At the 2010 Sundance Film Festival, Cooper appeared alongside Ben Affleck in The Company Men, early reviews of which praised Cooper's performance as "pitch-perfect".

In 2011, Chris Cooper appeared in The Muppets as Tex Richman, the antagonistic oil tycoon who is unable to laugh. In the musical film, Cooper performed the rap and dance number "Let's Talk About Me".

In 2013, he played Charles Aiken, Sr. in August: Osage County alongside an all-star cast that included Meryl Streep and Julia Roberts.

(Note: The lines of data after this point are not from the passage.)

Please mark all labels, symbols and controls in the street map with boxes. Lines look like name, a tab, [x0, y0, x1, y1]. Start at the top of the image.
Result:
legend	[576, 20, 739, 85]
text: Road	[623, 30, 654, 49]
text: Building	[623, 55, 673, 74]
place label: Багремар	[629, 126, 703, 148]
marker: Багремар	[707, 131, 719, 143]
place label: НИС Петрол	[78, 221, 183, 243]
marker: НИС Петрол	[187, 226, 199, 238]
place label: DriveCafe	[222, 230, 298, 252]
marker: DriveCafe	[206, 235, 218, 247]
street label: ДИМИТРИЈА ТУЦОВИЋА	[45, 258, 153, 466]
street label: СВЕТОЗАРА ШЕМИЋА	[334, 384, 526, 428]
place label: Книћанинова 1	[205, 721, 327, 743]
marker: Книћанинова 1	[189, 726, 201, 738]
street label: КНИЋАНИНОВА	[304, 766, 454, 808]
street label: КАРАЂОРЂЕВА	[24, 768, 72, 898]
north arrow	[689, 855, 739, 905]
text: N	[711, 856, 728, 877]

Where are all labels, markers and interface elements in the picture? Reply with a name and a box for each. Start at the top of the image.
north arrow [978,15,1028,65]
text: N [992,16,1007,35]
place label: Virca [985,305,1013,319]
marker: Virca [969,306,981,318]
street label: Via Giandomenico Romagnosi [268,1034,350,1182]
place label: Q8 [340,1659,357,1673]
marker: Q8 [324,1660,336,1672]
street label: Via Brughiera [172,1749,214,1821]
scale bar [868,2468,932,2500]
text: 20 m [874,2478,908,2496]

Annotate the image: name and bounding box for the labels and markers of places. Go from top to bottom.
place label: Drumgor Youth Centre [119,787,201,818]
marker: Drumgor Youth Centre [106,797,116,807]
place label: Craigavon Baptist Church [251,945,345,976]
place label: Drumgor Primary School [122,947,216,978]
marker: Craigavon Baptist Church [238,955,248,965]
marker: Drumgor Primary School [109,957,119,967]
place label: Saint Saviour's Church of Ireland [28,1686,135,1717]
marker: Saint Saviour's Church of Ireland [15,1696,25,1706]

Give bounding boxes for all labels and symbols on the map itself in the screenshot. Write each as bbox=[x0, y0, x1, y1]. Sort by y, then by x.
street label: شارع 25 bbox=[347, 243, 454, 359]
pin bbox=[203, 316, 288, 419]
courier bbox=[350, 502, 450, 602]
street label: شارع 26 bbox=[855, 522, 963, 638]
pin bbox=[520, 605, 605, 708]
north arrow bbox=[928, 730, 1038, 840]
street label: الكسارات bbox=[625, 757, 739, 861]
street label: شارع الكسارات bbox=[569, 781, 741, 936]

Cooper portrayed Norman Osborn in the 2014 film The Amazing Spider-Man 2. He appeared in an uncredited role in Ben Affleck's crime drama Live by Night, which was released in December 2016.

In 2017, he and Laurie Metcalf starred in A Doll's House, Part 2, a Broadway play by Lucas Hnath based on Henrik Ibsen's A Doll's House, for which he received a Tony Award nomination. Cooper played Nora Helmer's husband, Torvald.

In 2019, Cooper starred in two acclaimed films, Marielle Heller's A Beautiful Day in the Neighborhood, with Tom Hanks, and Greta Gerwig's adaptation of Little Women with an ensemble cast featuring Saoirse Ronan, Emma Watson, Florence Pugh, Timothée Chalamet, Laura Dern, and Meryl Streep.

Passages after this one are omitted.